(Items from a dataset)
:::::

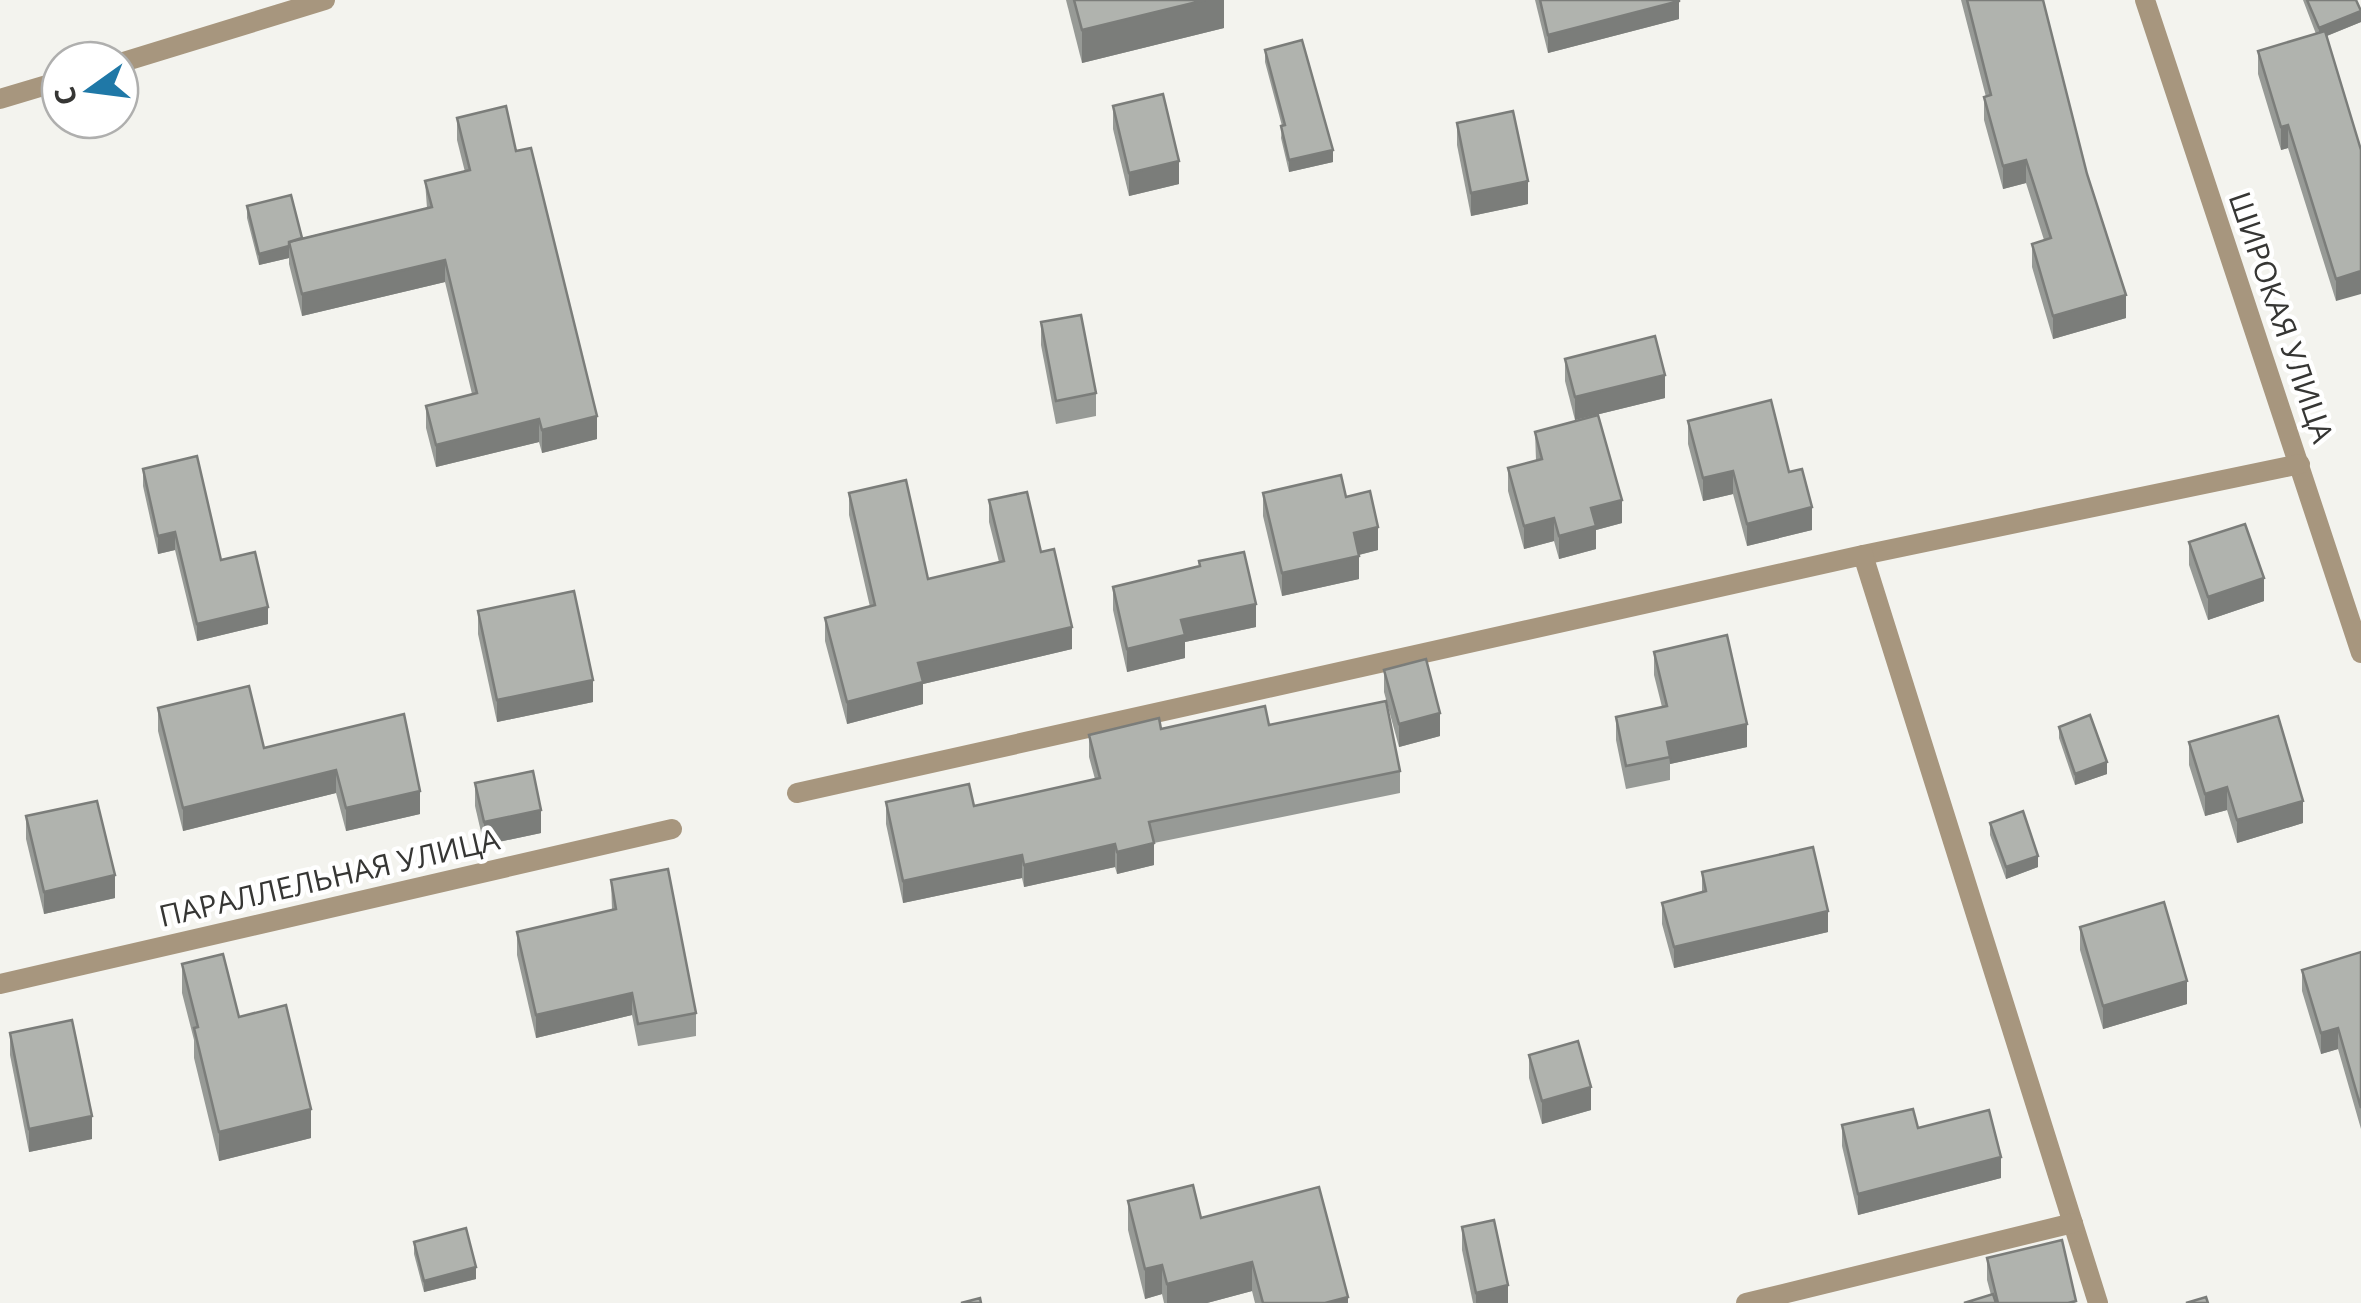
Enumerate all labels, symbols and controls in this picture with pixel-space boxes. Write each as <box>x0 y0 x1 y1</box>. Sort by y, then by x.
north arrow <box>40 40 140 140</box>
text: С <box>44 83 85 110</box>
street label: ШИРОКАЯ УЛИЦА <box>2220 186 2344 448</box>
street label: ПАРАЛЛЕЛЬНАЯ УЛИЦА <box>155 818 503 936</box>

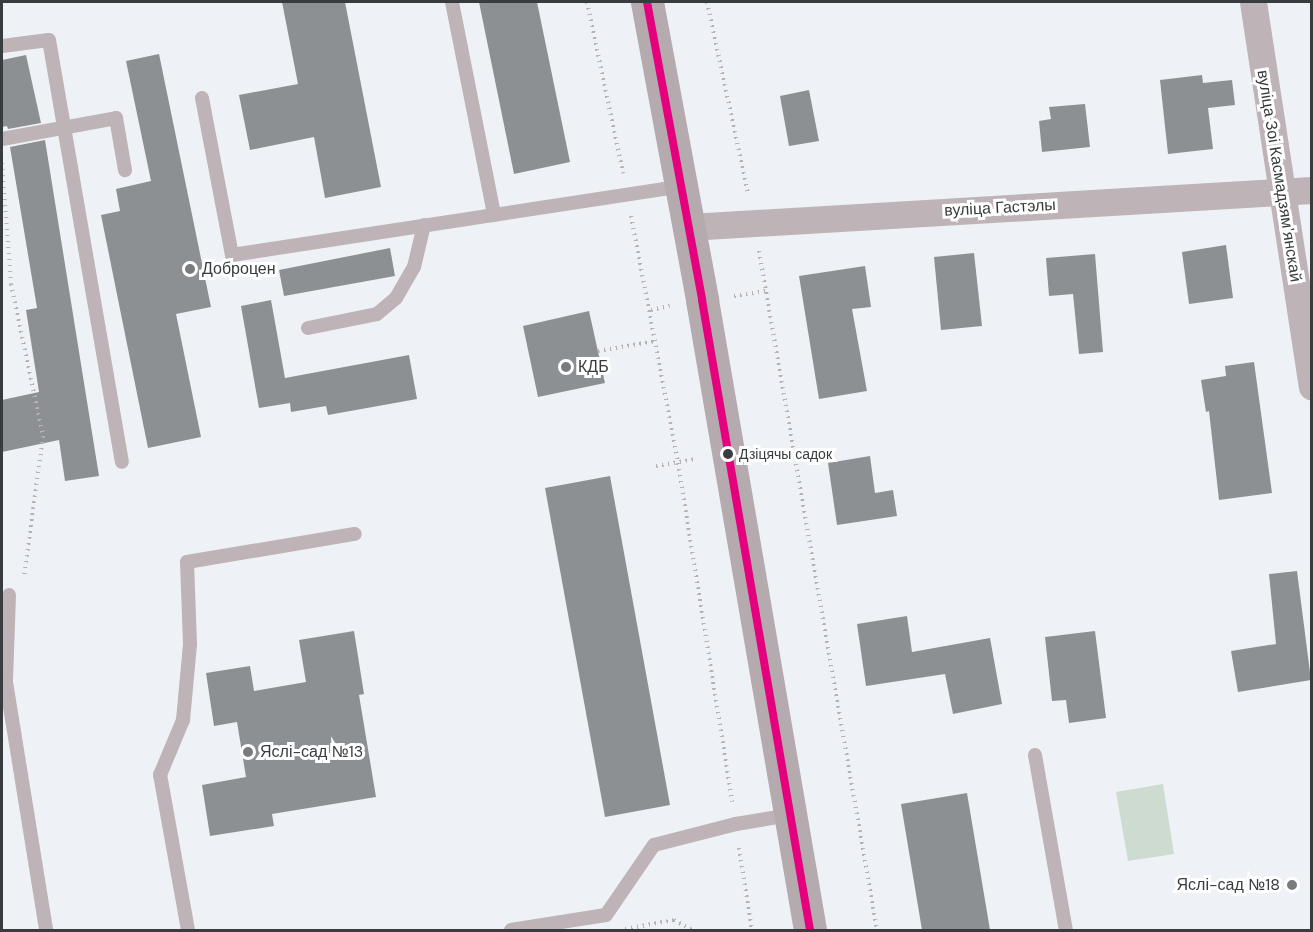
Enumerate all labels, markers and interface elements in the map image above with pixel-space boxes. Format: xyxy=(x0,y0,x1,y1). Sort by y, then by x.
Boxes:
street label: вуліца Зоі Касмадзямʼянскай xyxy=(1253,69,1305,283)
street label: вуліца Гастэлы xyxy=(944,195,1056,221)
place label: Доброцен xyxy=(202,259,276,279)
marker: Доброцен xyxy=(183,262,197,276)
place label: КДБ xyxy=(578,357,609,377)
marker: КДБ xyxy=(559,360,573,374)
place label: Дзіцячы садок xyxy=(739,446,832,462)
marker: Дзіцячы садок xyxy=(722,448,734,460)
place label: Яслі-сад №13 xyxy=(260,742,363,762)
marker: Яслі-сад №13 xyxy=(241,745,255,759)
place label: Яслі-сад №18 xyxy=(1177,875,1280,895)
marker: Яслі-сад №18 xyxy=(1285,878,1299,892)

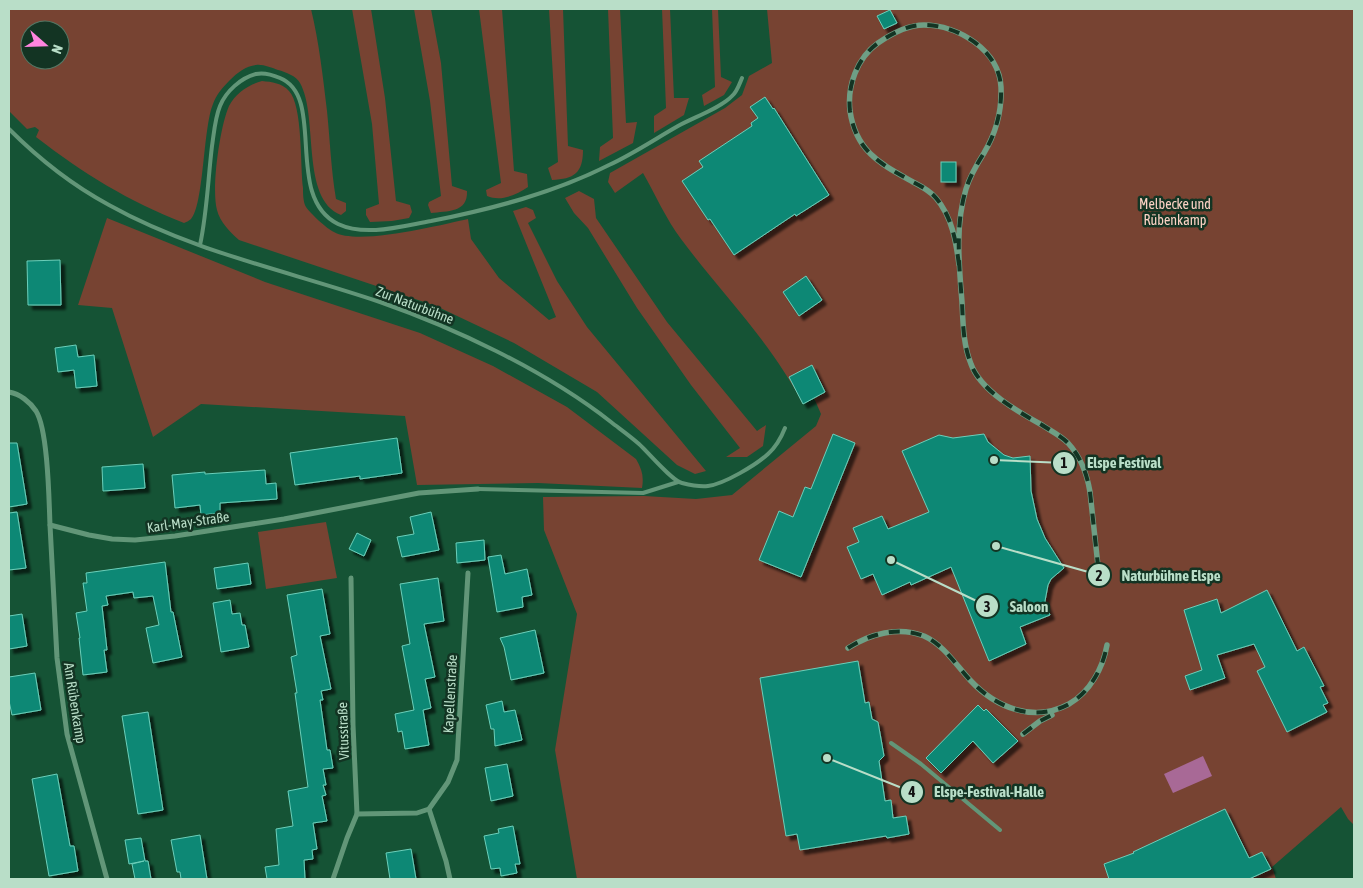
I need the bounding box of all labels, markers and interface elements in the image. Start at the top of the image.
north arrow [20,20,70,70]
text: N [48,43,66,56]
park label: Melbecke und Rübenkamp [1139,196,1211,228]
street label: Zur Naturbühne [374,283,456,327]
callout: Elspe Festival [1052,448,1171,478]
text: 1 [1060,454,1068,471]
text: Elspe Festival [1087,454,1162,471]
street label: Karl-May-Straße [146,508,230,536]
callout: Naturbühne Elspe [1087,560,1231,590]
text: 2 [1095,567,1103,584]
text: Naturbühne Elspe [1121,567,1221,584]
callout: Saloon [975,591,1058,621]
text: 3 [983,598,991,615]
text: Saloon [1010,598,1048,615]
street label: Kapellenstraße [440,654,460,734]
street label: Am Rübenkamp [61,661,89,745]
street label: Vitusstraße [334,702,352,760]
callout: Elspe-Festival-Halle [899,777,1054,807]
text: 4 [907,783,916,800]
text: Elspe-Festival-Halle [934,783,1044,800]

:::::

■ **PROBLEM DETAILS**:
All entries above must be duplicated exactly; please omit any picture they hold.

■ **RESULT FOR THIS TASK**:
Enumerate all labels, symbols and controls in this picture with pixel-space boxes. Write each as <box>x0 y0 x1 y1</box>. Sort by y, then by x.
north arrow <box>40 40 140 140</box>
text: С <box>44 83 85 110</box>
street label: ШИРОКАЯ УЛИЦА <box>2220 186 2344 448</box>
street label: ПАРАЛЛЕЛЬНАЯ УЛИЦА <box>155 818 503 936</box>

Enumerate all labels, markers and interface elements in the map image above with pixel-space boxes. Format: xyxy=(x0,y0,x1,y1). Sort by y, then by x.
Boxes:
street label: вуліца Зоі Касмадзямʼянскай xyxy=(1253,69,1305,283)
street label: вуліца Гастэлы xyxy=(944,195,1056,221)
place label: Доброцен xyxy=(202,259,276,279)
marker: Доброцен xyxy=(183,262,197,276)
place label: КДБ xyxy=(578,357,609,377)
marker: КДБ xyxy=(559,360,573,374)
place label: Дзіцячы садок xyxy=(739,446,832,462)
marker: Дзіцячы садок xyxy=(722,448,734,460)
place label: Яслі-сад №13 xyxy=(260,742,363,762)
marker: Яслі-сад №13 xyxy=(241,745,255,759)
place label: Яслі-сад №18 xyxy=(1177,875,1280,895)
marker: Яслі-сад №18 xyxy=(1285,878,1299,892)

I need the bounding box of all labels, markers and interface elements in the image. Start at the top of the image.
north arrow [20,20,70,70]
text: N [48,43,66,56]
park label: Melbecke und Rübenkamp [1139,196,1211,228]
street label: Zur Naturbühne [374,283,456,327]
callout: Elspe Festival [1052,448,1171,478]
text: 1 [1060,454,1068,471]
text: Elspe Festival [1087,454,1162,471]
street label: Karl-May-Straße [146,508,230,536]
callout: Naturbühne Elspe [1087,560,1231,590]
text: 2 [1095,567,1103,584]
text: Naturbühne Elspe [1121,567,1221,584]
callout: Saloon [975,591,1058,621]
text: 3 [983,598,991,615]
text: Saloon [1010,598,1048,615]
street label: Kapellenstraße [440,654,460,734]
street label: Am Rübenkamp [61,661,89,745]
street label: Vitusstraße [334,702,352,760]
callout: Elspe-Festival-Halle [899,777,1054,807]
text: 4 [907,783,916,800]
text: Elspe-Festival-Halle [934,783,1044,800]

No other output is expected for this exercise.